THE INFRASTRUTURE BILL: The Myopic Focus on the Dollar Amount and Only the Dollar Amount
By
David Gottfried
The political discourse is riveted to debates over how much we should spend on infrastructure. Should we spend 3.5 trillion, or should we spend substantially less, or should we spend more.
If you are a liberal, all spending is apparently good, and if you are a conservative, all spending is downright evil. Therefore, there is no need to spend any time evaluating the specific programs being advanced. Of course, to some extent, the brain dead media does offer some definition to the infrastructure bill. They have told us that there is traditional infrastructure and there is social infrastructure. Wow! That’s really a lot of specificity.
They include in traditional infrastructure roads and bridges and mass transit, and the amount of money the bill allots for roads and bridges is 9 times as much as the amount of money to be spent on Mass transit. That’s really brilliant. We all know that we don’t have to worry about pollution because we are all positively certain that all cars will be exhaust-free in four years, tens of thousands of auto deaths a year are hunky dory and, besides, mass transit is primarily in blue states which we Democrats already have locked up.

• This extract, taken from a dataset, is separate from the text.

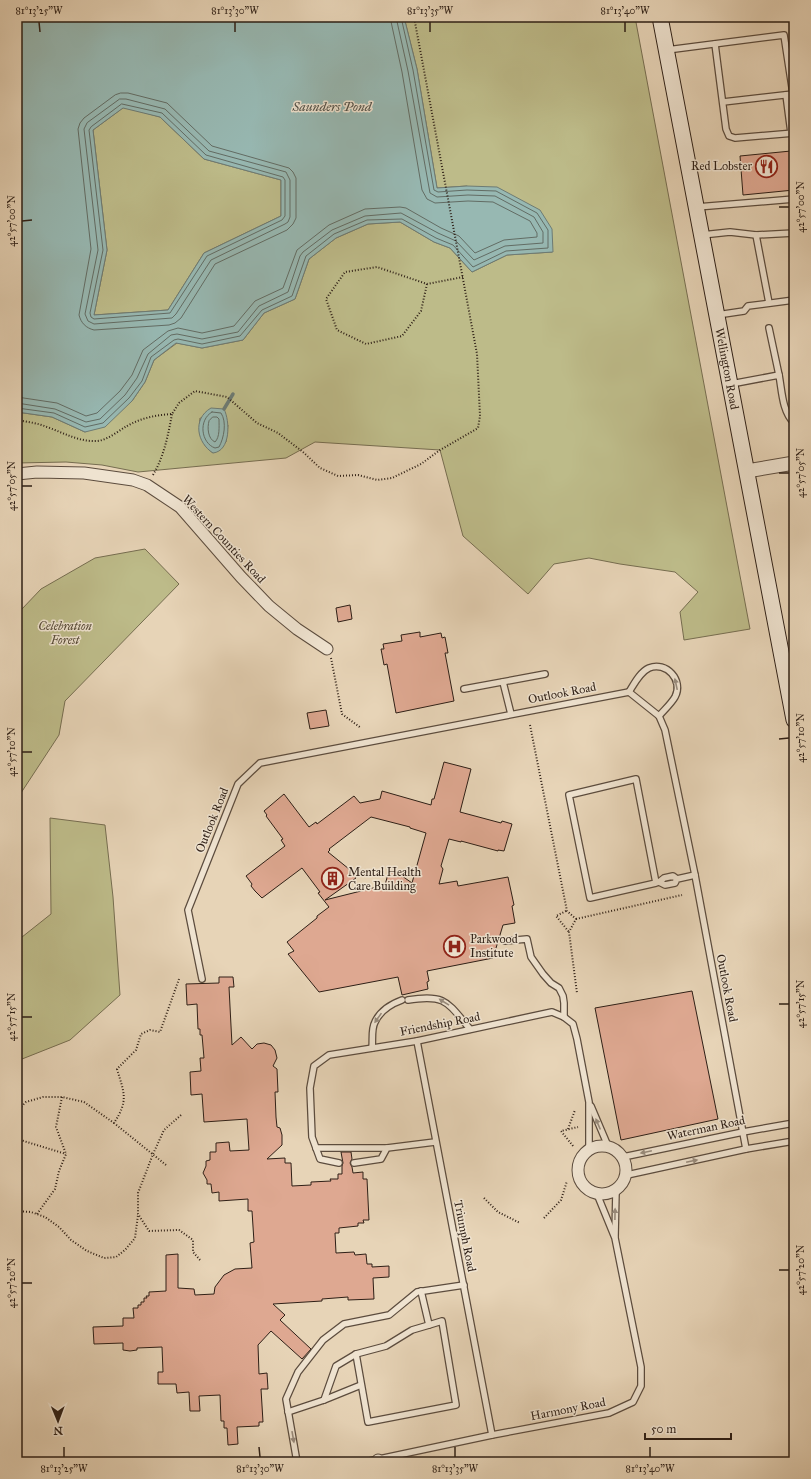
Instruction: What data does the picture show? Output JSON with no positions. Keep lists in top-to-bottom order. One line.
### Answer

But before we get down into the nitty gritty (Actually, I might pass on it because I don’t have the time), I want to address some larger issues that no one seems to think about:
SPENDING A LOT OF MONEY DOES NOT NECESSARILY DO A DAMN BIT OF GOOD – REMEMBER THE MAGINOT LINE
The French, and most military observers in the world, thought that France was exceedingly well prepared for World War Two. It had a very large army, and it had spent a ton of money constructing a system of defenses that were deemed impregnable to German attack.
As most of you know, World War One in western Europe was dominated by trench warfare. The allies were on one side, the Germans were on the other side, and the antagonists fired on each other for more than four years. Through much of the war, the lines were completely static. Each side stayed in its own blood soaked, rat and lice infested trench for a seemingly interminable amount of time.

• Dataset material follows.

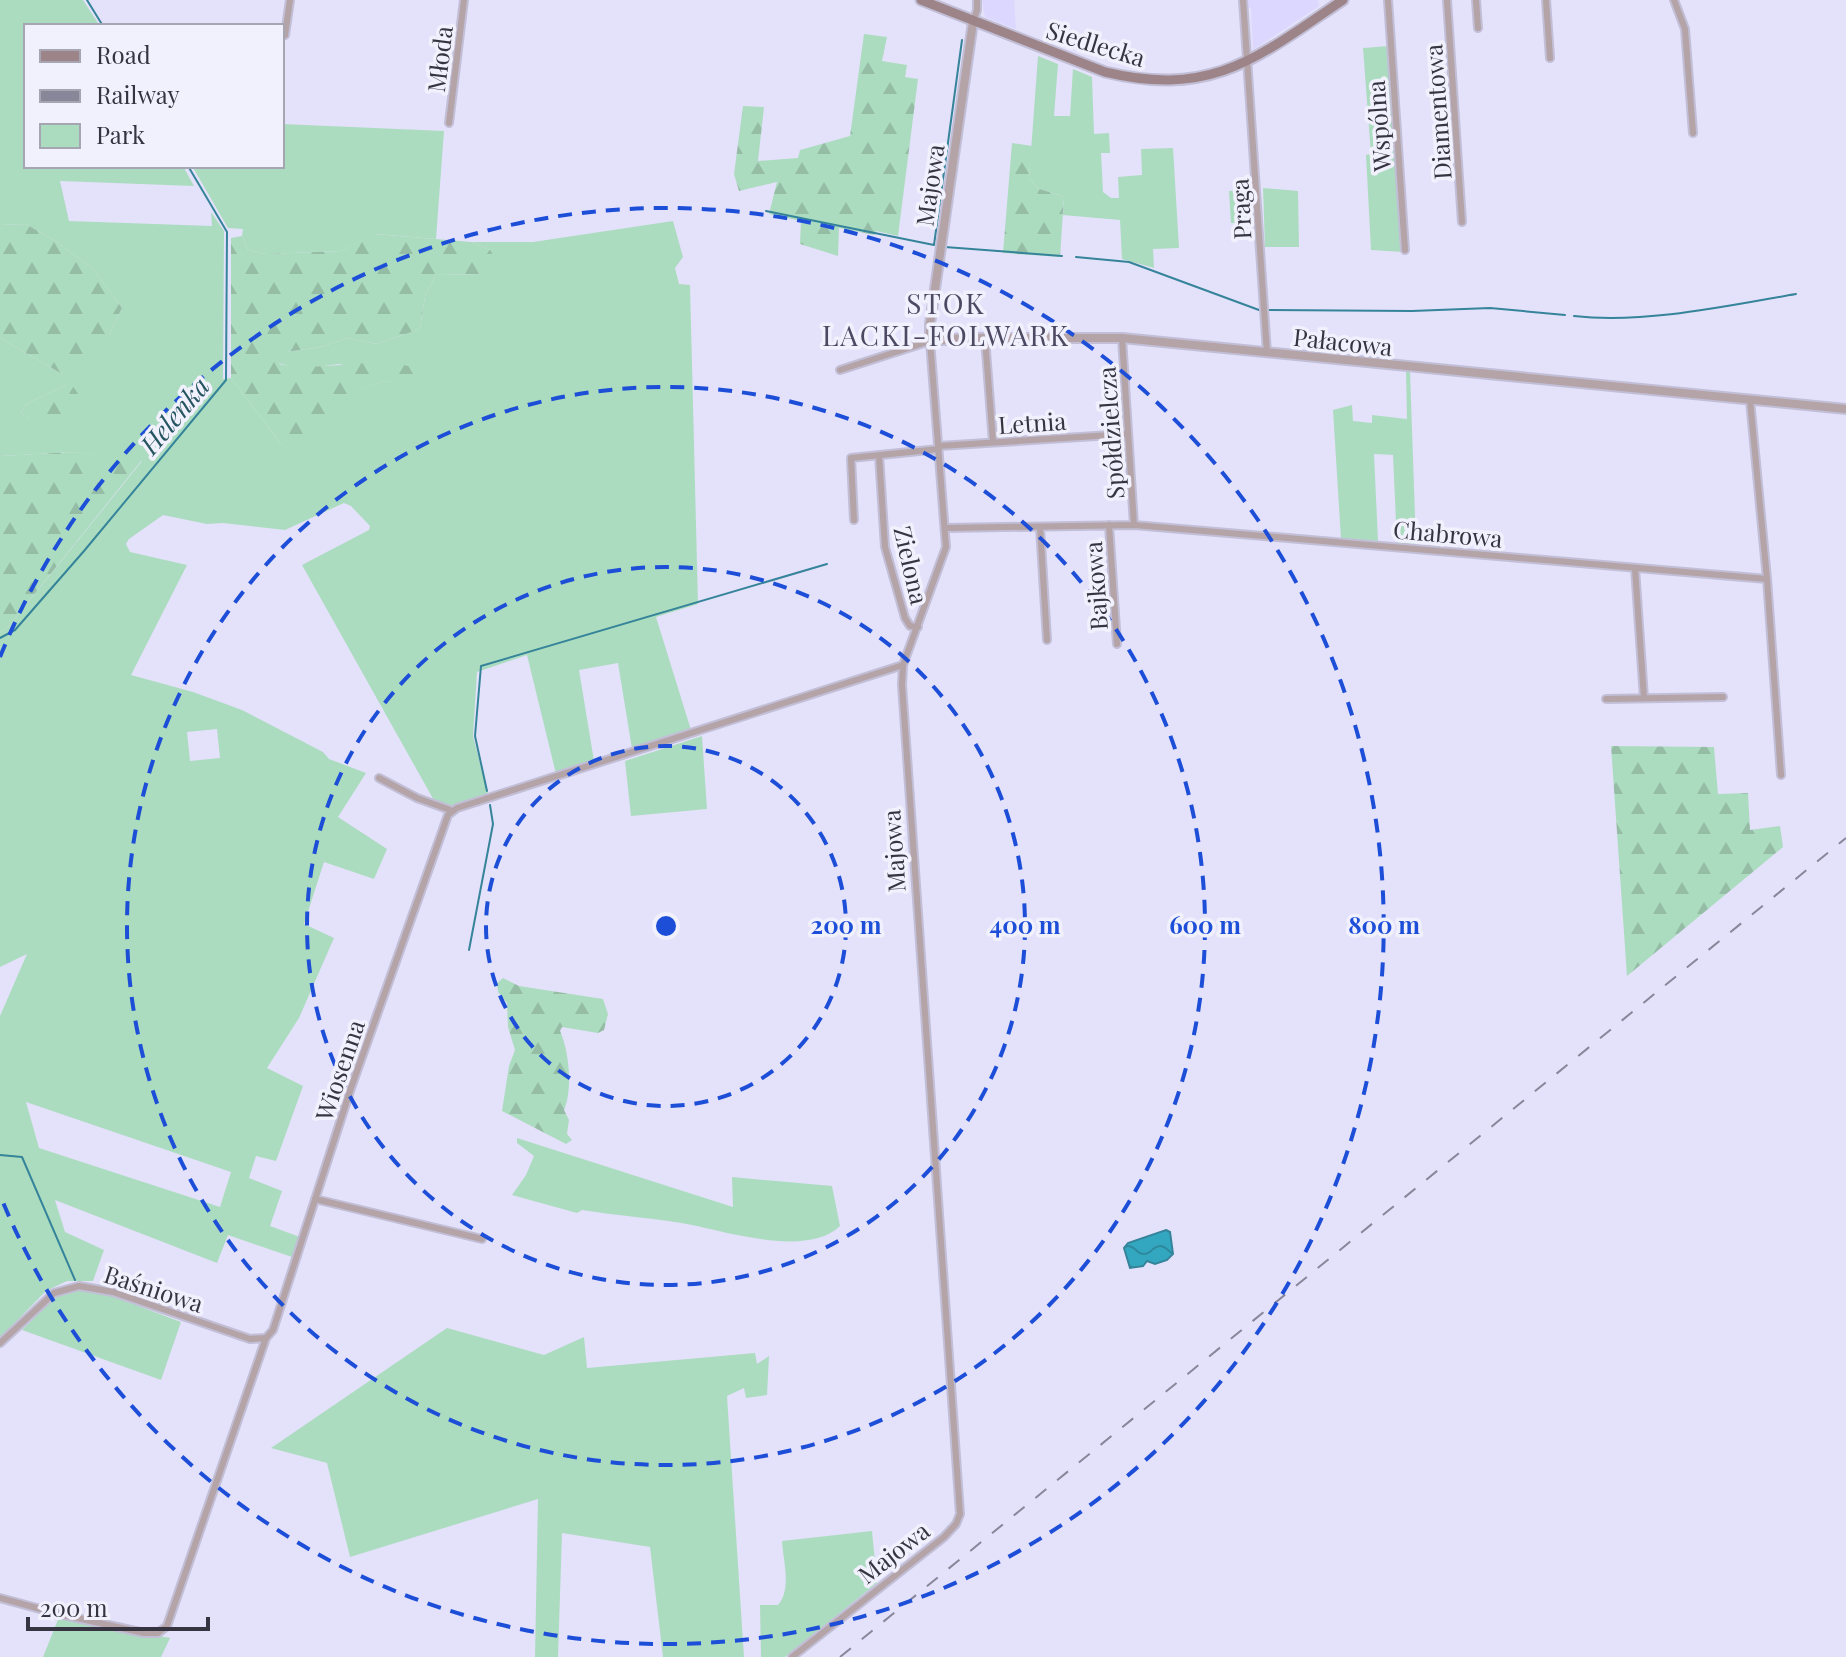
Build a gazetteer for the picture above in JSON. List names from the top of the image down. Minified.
{"streets":{"main road":["Siedlecka"],"street":["Młoda","Diamentowa","Wspólna","Majowa","Praga","Pałacowa","Letnia","Spółdzielcza","Chabrowa","Zielona","Bajkowa","Wiosenna","Baśniowa"]},"crossings":[["Siedlecka","Majowa"],["Siedlecka","Praga"],["Majowa","Pałacowa"],["Majowa","Letnia"],["Majowa","Chabrowa"],["Majowa","Zielona"],["Praga","Pałacowa"],["Pałacowa","Spółdzielcza"],["Letnia","Spółdzielcza"],["Letnia","Zielona"],["Spółdzielcza","Chabrowa"],["Chabrowa","Bajkowa"],["Wiosenna","Baśniowa"]],"districts":["STOK LACKI-FOLWARK"],"water":["Helenka"],"legend":["Road","Railway","Park"],"scale_bar":"200 m","rings":["200 m","400 m","600 m","800 m"]}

Of course, there was something worse than trench warfare: An enemy advance which would shatter your lines and slaughter your forces as fire rained down from the opposing side. Therefore, French military leaders, and uninspired military strategists the world over, focused their efforts on bolstering their front lines.

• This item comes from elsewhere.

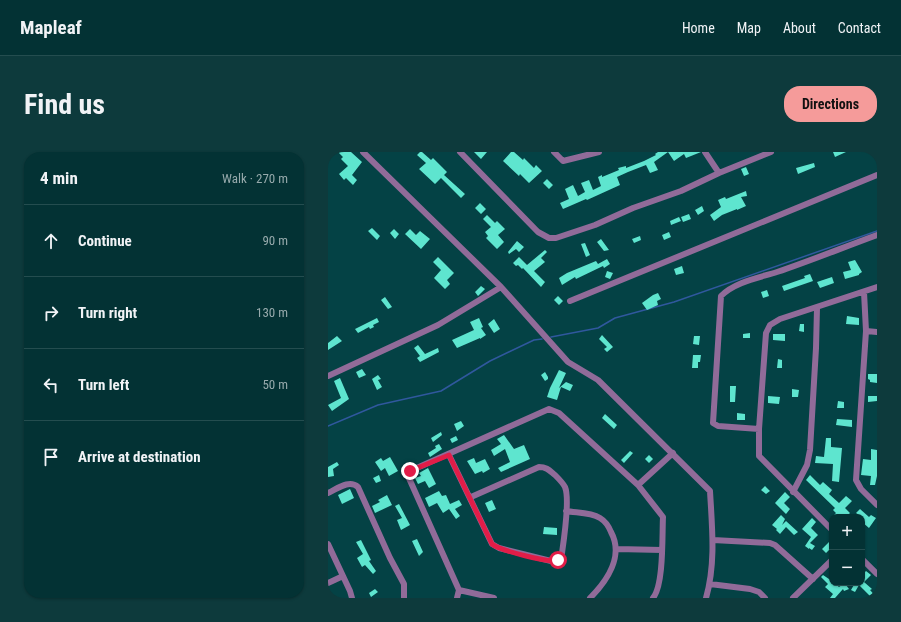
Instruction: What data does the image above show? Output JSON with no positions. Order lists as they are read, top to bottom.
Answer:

The French built the mighty Maginot Line. It was a huge structure, which extended from the bowels of the earth where soldiers were destined to be buried (if they are not blasted to bits) to well above ground from which deadly projectiles rained death. It traversed the entire Eastern frontier of France from its Southernmost point until the Ardennes forest, where French defenses were minimal because the geniuses of the French High Command thought the Germans could never traverse the Ardennes forests. To the north of the Ardennes forest were French, British, Dutch and Belgian armies which, in the aggregate, amounted to a very sizable force.
The Maginot line was the Goliath of armaments. It was huge like Goliath. It was massive like Goliath. But like Goliath it was also something that could be brought down by the simplest means. The future King David felled Goliath with a simple sling shot. The Germans defeated the Maginot line by simply going around it. Since the Maginot line did seem impenetrable, the Germans simply went through the ill-defended Ardennes forest. As soon as the Germans were west of the Maginot line, the Maginot line was worthless because it consisted of concrete fortifications facing East, toward Germany. As the Germans went further and further West, and South, gobbling-up Gaul, the guns of the Maginot line were impotently aimed to the East.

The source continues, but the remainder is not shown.